I was struck again today by the realization that some books are so good and so chock-full of ideas that reading them can be an education in itself. Two books I am currently reading meet that standard: Charles Taylor's A Secular Age (philosophy, religious studies, history of ideas) and Erich Auerbach's Mimesis: The Representation of Reality in Western Literature (literary criticism, religion, history of ideas).
Neither of these books are easy reads. I intended to read both during my August vacation, but it looks like it could take me as much as six months to finish them, since I can only read about ten pages of each at a time before I have to turn to something else. But when you read for self-educational purposes, it is important to sometimes choose books that are slightly above your comfort level in terms of their difficulty.
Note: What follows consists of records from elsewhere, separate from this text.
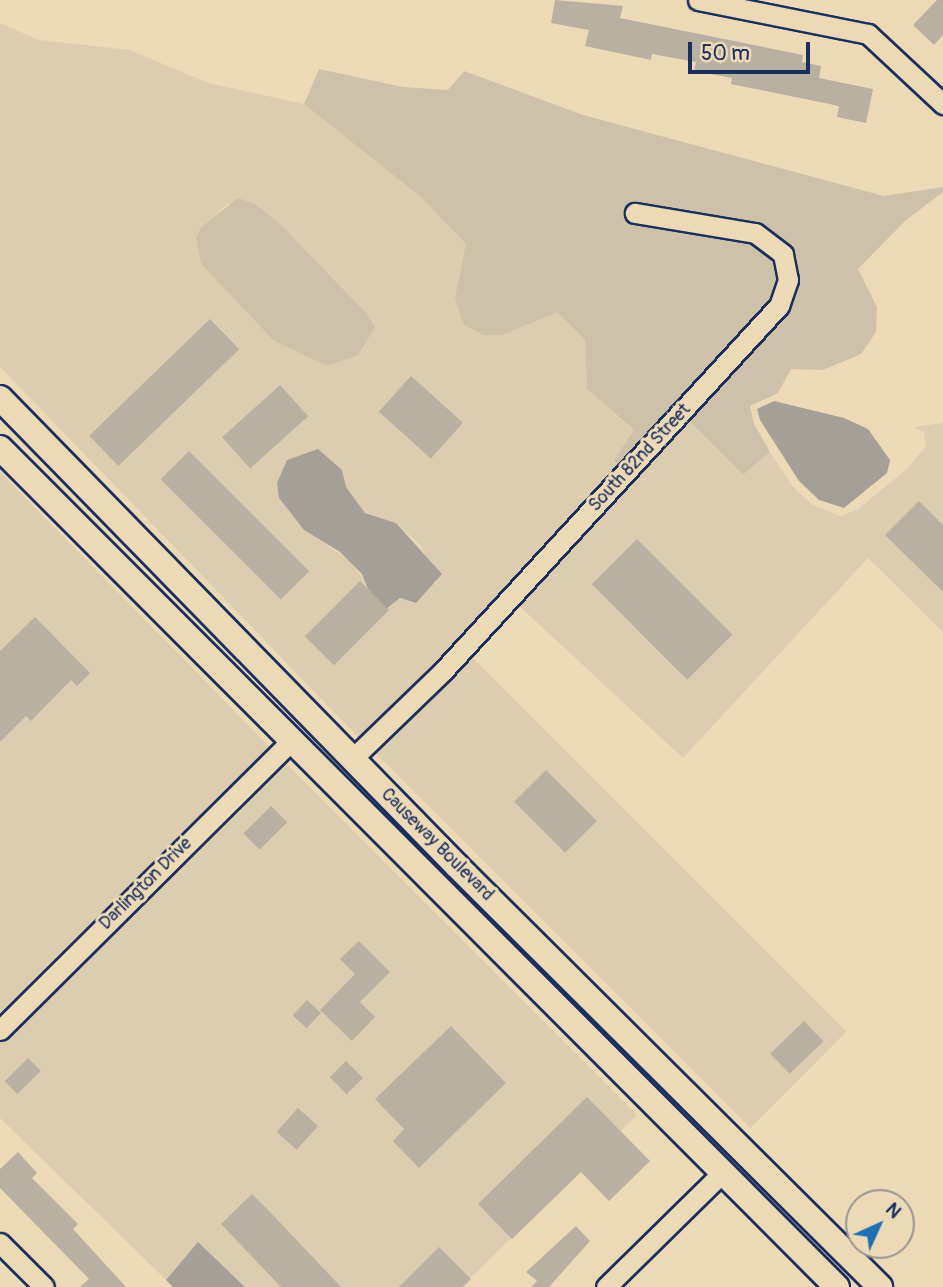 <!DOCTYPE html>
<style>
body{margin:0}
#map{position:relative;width:943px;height:1287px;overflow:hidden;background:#ecdab7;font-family:Pangolin,sans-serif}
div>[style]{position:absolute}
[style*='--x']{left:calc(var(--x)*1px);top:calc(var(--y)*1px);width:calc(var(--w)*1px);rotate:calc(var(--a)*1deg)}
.built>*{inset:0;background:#dccdb0;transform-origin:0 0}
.green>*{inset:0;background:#cec1aa}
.water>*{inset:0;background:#a4a098}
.building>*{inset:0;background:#b8b0a1;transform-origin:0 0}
.roads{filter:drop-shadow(2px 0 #1b2f5e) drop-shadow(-2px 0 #1b2f5e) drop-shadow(0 2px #1b2f5e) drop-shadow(0 -2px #1b2f5e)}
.minor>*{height:19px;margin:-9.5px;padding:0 9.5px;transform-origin:9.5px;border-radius:9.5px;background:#ecdab7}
.major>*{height:24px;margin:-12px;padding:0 12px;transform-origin:12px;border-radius:12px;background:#ecdab7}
span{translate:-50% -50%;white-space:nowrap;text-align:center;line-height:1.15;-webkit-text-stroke:6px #ecdab7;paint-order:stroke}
.street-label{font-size:18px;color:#1b2f5e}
.north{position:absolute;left:845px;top:1189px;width:70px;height:70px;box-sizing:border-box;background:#ecdab7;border:2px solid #989693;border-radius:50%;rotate:45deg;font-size:19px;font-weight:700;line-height:28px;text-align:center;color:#1b2f5e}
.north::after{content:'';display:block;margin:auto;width:24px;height:32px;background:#1f6fb2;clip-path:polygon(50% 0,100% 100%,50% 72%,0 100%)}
.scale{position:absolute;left:688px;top:42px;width:122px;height:32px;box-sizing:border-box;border:4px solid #1b2f5e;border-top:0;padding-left:9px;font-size:21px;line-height:24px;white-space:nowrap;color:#1b2f5e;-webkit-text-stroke:5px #ecdab7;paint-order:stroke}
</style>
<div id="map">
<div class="built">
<div style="clip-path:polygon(evenodd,0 23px,39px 40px,130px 50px,208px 83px,304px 104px,422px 198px,467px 244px,455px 298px,503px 335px,557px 311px,585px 340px,587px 389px,634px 431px,624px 444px,619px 467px,437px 665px,360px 739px,0 367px,0 23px,229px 203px,273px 340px,201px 264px,196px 237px,201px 227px,229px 203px,0 23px,342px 470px,346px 487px,365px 513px,396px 523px,421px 546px,438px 582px,428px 586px,416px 603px,400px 598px,386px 608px,348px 559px,304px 530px,279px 498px,342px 470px)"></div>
<div style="clip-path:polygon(687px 419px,743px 475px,770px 452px,793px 487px,813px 505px,841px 516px,858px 509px,907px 469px,926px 446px,924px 432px,914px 427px,943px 423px,943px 632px,868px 558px,683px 758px,516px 603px)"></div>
<div style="clip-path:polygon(0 472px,271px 748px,0 1018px)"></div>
<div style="left:469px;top:654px;width:534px;height:136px;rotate:45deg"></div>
<div style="clip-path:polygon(283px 760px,637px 1115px,461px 1287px,245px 1287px,198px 1243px,166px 1280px,0 1118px,0 1042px)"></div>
</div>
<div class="green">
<div style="clip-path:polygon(319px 69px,403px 87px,448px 90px,464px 71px,583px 115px,884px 196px,943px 187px,943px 192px,905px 221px,858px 269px,877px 307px,876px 332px,861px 354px,823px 370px,791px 369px,778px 393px,750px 406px,754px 424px,770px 452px,743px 475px,687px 419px,796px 281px,758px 224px,628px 203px,625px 221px,750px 242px,775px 260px,778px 280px,771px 302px,619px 467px,614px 460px,634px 430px,587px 389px,585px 340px,557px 312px,503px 335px,483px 335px,463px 324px,455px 298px,466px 244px,422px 198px,304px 104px)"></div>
<div style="clip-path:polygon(238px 198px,255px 204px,279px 223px,365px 312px,375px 327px,358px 355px,327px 366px,273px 340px,201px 264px,196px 237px,201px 227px)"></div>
</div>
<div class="water">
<div style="clip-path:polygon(774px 401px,844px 418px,868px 429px,890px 460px,887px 473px,844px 508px,819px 500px,799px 481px,760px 420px,757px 409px)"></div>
<div style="clip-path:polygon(318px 449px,342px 470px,346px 487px,365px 513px,396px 523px,442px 574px,416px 603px,400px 598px,386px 609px,368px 589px,362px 574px,340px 552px,304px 530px,279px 498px,277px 483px,287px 460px)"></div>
<div style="clip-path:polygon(198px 1242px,245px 1287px,173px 1287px,166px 1280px)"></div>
</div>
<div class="building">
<div style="clip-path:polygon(555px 0,623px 6px,620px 18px,803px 55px,802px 62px,821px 66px,819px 78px,873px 89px,866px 123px,837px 117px,839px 106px,731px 84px,732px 78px,694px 71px,696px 62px,652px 54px,651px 60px,585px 46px,589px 30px,551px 23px)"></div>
<div style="clip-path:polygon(937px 0,943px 0,943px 35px,934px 45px,913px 25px)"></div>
<div style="left:210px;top:319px;width:42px;height:168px;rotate:46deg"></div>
<div style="left:411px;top:376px;width:70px;height:48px;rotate:42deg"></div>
<div style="left:280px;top:385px;width:42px;height:78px;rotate:48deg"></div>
<div style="left:189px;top:451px;width:170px;height:40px;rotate:45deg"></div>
<div style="clip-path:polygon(919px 501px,943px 525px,943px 592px,885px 535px)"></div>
<div style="left:637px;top:539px;width:135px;height:64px;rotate:45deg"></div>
<div style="left:360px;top:581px;width:41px;height:78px;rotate:45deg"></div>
<div style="clip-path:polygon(35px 617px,90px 673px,77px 686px,71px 680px,31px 721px,26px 716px,0 742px,0 651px)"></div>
<div style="left:546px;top:770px;width:72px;height:45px;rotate:45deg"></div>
<div style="left:271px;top:806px;width:23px;height:39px;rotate:45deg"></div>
<div style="clip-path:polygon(359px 941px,390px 972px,360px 1002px,375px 1017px,352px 1041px,320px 1010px,355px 974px,340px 959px)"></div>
<div style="left:307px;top:1000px;width:19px;height:21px;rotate:43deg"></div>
<div style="left:804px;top:1021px;width:28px;height:47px;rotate:46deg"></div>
<div style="clip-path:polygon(451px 1026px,506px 1083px,419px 1168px,393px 1141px,404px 1129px,375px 1099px)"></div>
<div style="left:28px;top:1058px;width:18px;height:33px;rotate:45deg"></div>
<div style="left:346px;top:1061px;width:24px;height:23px;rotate:45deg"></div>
<div style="clip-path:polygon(587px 1097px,650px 1161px,609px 1201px,581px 1172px,512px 1239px,478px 1204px)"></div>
<div style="left:298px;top:1108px;width:27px;height:32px;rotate:42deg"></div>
<div style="clip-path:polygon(18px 1152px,37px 1173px,32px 1178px,78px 1224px,73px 1229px,126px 1287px,80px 1287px,89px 1279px,0 1188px,0 1169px)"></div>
<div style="clip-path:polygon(252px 1194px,270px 1212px,341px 1287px,281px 1287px,221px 1224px)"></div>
<div style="clip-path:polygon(576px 1226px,590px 1241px,549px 1287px,531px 1287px,537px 1281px,526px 1272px)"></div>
<div style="clip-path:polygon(439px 1247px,471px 1279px,463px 1287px,399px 1287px)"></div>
</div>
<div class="roads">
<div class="minor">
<div style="--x:698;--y:0;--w:173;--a:11.3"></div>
<div style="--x:868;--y:34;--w:103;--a:43"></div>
<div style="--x:352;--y:759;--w:127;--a:-44"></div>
<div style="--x:443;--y:671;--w:496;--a:-47.4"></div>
<div style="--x:779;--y:306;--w:28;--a:-71"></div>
<div style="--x:788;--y:280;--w:26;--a:-101"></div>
<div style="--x:783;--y:254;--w:35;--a:-143"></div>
<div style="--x:755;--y:233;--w:122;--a:-170.5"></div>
<div style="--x:0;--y:1030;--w:413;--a:-44.8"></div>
<div style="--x:0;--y:1243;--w:62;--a:45"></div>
<div style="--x:606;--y:1287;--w:164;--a:-44.5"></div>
</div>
<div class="major">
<div style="--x:0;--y:398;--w:654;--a:45.68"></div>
<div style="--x:457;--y:866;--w:597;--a:44.86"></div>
<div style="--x:0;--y:448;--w:1185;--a:45.07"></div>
</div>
</div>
<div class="street-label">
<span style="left:640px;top:458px;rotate:-47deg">South 82nd Street</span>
<span style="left:437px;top:845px;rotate:45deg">Causeway Boulevard</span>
<span style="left:146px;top:884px;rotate:-45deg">Darlington Drive</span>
</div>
<div class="north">N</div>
<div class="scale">50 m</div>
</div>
Even the most advanced readers can easily find books that are "above their heads" - books written in distant places and times, books written in difficult English or in another language, books in a field that you have little background in. If you choose such books wisely and then rise to the challenge and struggle through them, you can have an immensely rewarding and educative experience.
On page after page of Taylor's book, for example, the reader is bombarded with references to ideas, religious practices, sects, and thinkers familiar and obscure. The trick as a reader is to remember to be curious about these allusions: don't be so concerned with making your way through the book that you forget to ask, for example, who Gregory of Nyssa was, what beliefs characterized the school of Arminianism, or what the word neuralgic means. (And that's where a quick Google search can come in handy).
I recently posted excerpts from both books on my general-interest blog if you are interested in a sample.
Other books which have struck me as providing an "education in themselves" in the hands of advanced, curious, self-educating readers and with the assistance of good secondary literature or teachers include:
-Leo Tolstoy, War and Peace (history, international relations theory, psychology, narrative, military strategy, literature, etc.)
-The Bible (Biblical Hebrew, Koine Greek, literature, poetry, narrative, history, religious studies, mythology)
-Fyodor Dostoevsky, The Brothers Karamazov (religion, psychology, literature)
-The plays of William Shakespeare (psychology, history, religion, drama, language, literature)
...and many anthologies, including:
-William Theodore de Bary, Sources of Chinese (also Japanese and Korean) Tradition (literature, history, art)
-The Norton Anthology of Poetry and The Norton Anthology of Modern and Contemporary Poetry
I'd like to hear your ideas about books that fit this description, and why you feel they do - please share in the comment section if you are interested.